É normal que em algum ponto de nossa vida, surja um desejo ardente de ir além. Seja advindo da maturidade ou pelo enfastiar da mesmice, a ânsia por estender nossos limites, descobrir até onde podemos ir, é quase inerente. Essa mudança exige coragem, é claro. O passo de largar o porto seguro pode parecer o mais difícil a se tomar, mas quando finalmente o damos, é assustador como o pior ainda está por vir. Rumar para o desconhecido, para o novo, nos desestrutura e exige um esforço primordial para buscar se estabelecer em novas empreitadas, e sem jamais obter a certeza se realmente fizemos o certo – e se a iniciativa dará resultado.

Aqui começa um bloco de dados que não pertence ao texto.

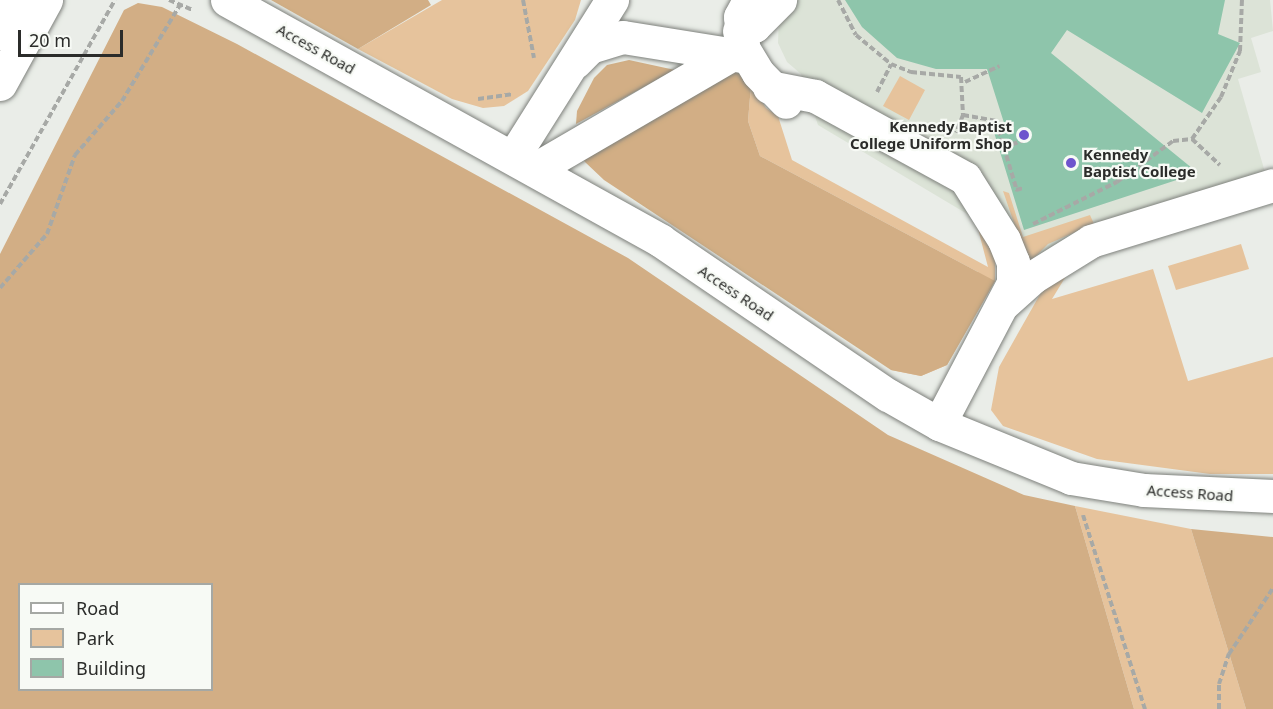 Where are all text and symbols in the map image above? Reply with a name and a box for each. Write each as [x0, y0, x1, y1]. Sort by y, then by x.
scale bar [21, 18, 126, 56]
street label: Access Road [274, 20, 358, 78]
text: 20 m [29, 28, 71, 52]
place label: Kennedy Baptist College Uniform Shop [850, 117, 1012, 152]
marker: Kennedy Baptist College Uniform Shop [1017, 128, 1031, 142]
place label: Kennedy Baptist College [1083, 145, 1196, 180]
marker: Kennedy Baptist College [1064, 156, 1078, 170]
street label: Access Road [695, 261, 777, 325]
street label: Access Road [1146, 481, 1234, 505]
legend [18, 583, 213, 691]
text: Road [76, 596, 119, 620]
text: Park [76, 626, 114, 650]
text: Building [76, 656, 146, 680] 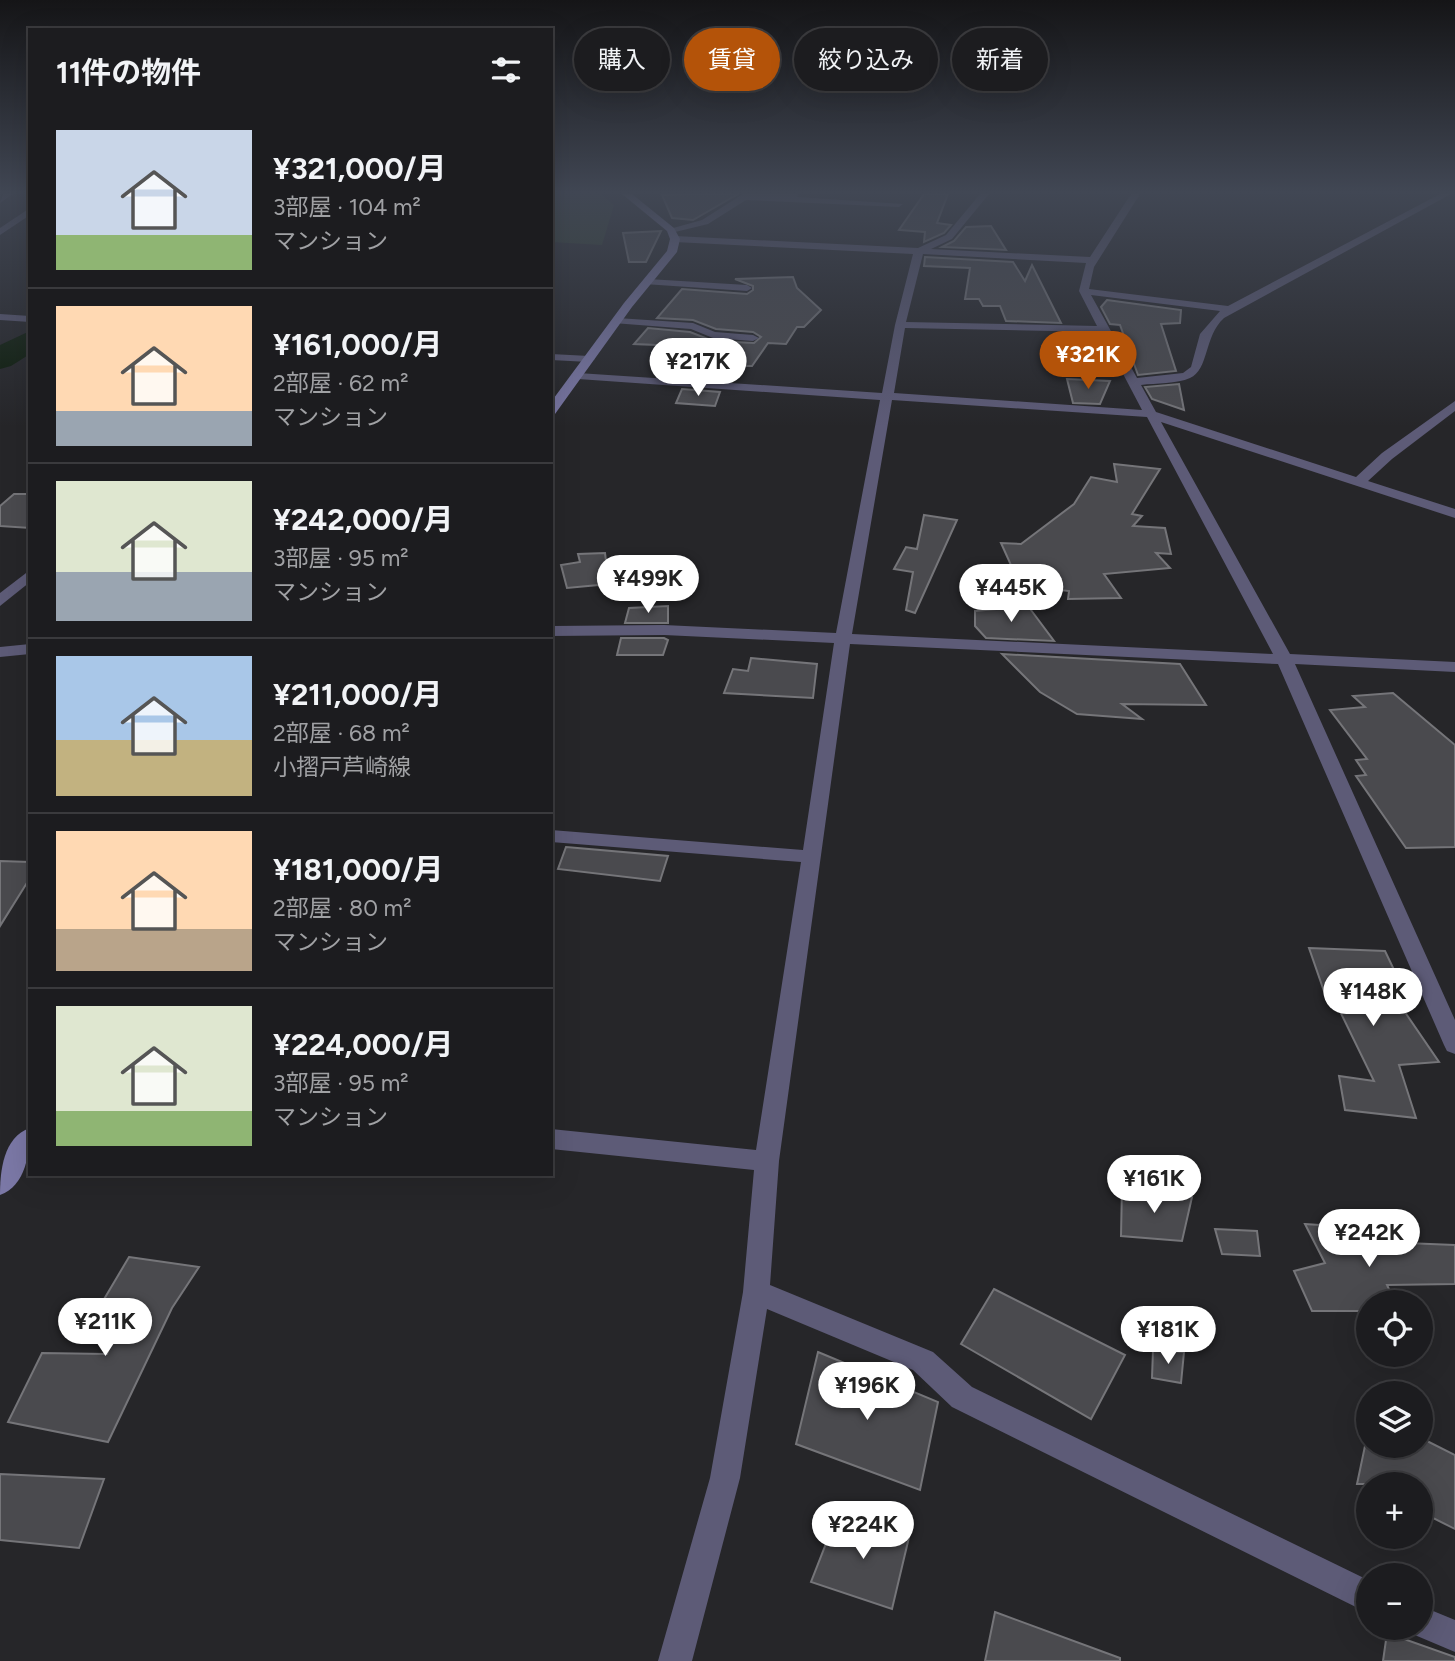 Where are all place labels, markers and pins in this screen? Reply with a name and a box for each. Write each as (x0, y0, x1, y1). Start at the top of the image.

Mima é uma dessas pessoas, uma jovem que busca dar uma nova guinada em sua vida, expandir seu talento e comprovar que não é apenas um belo rosto. Ela larga o grupo Idol Cham, onde era idolatrada, para tentar a carreira de atriz. Porém, está mudança logo demonstra suas consequências, com a insegurança de estar em um novo ramo, mas também pelos fãs que não perdoarão tão fácil a despedida de sua ídola.

É por este molde que Satoshi Kon constrói Perfect Blue e discute diversos temas. E é claro, com a marca autoral e peculiar do diretor.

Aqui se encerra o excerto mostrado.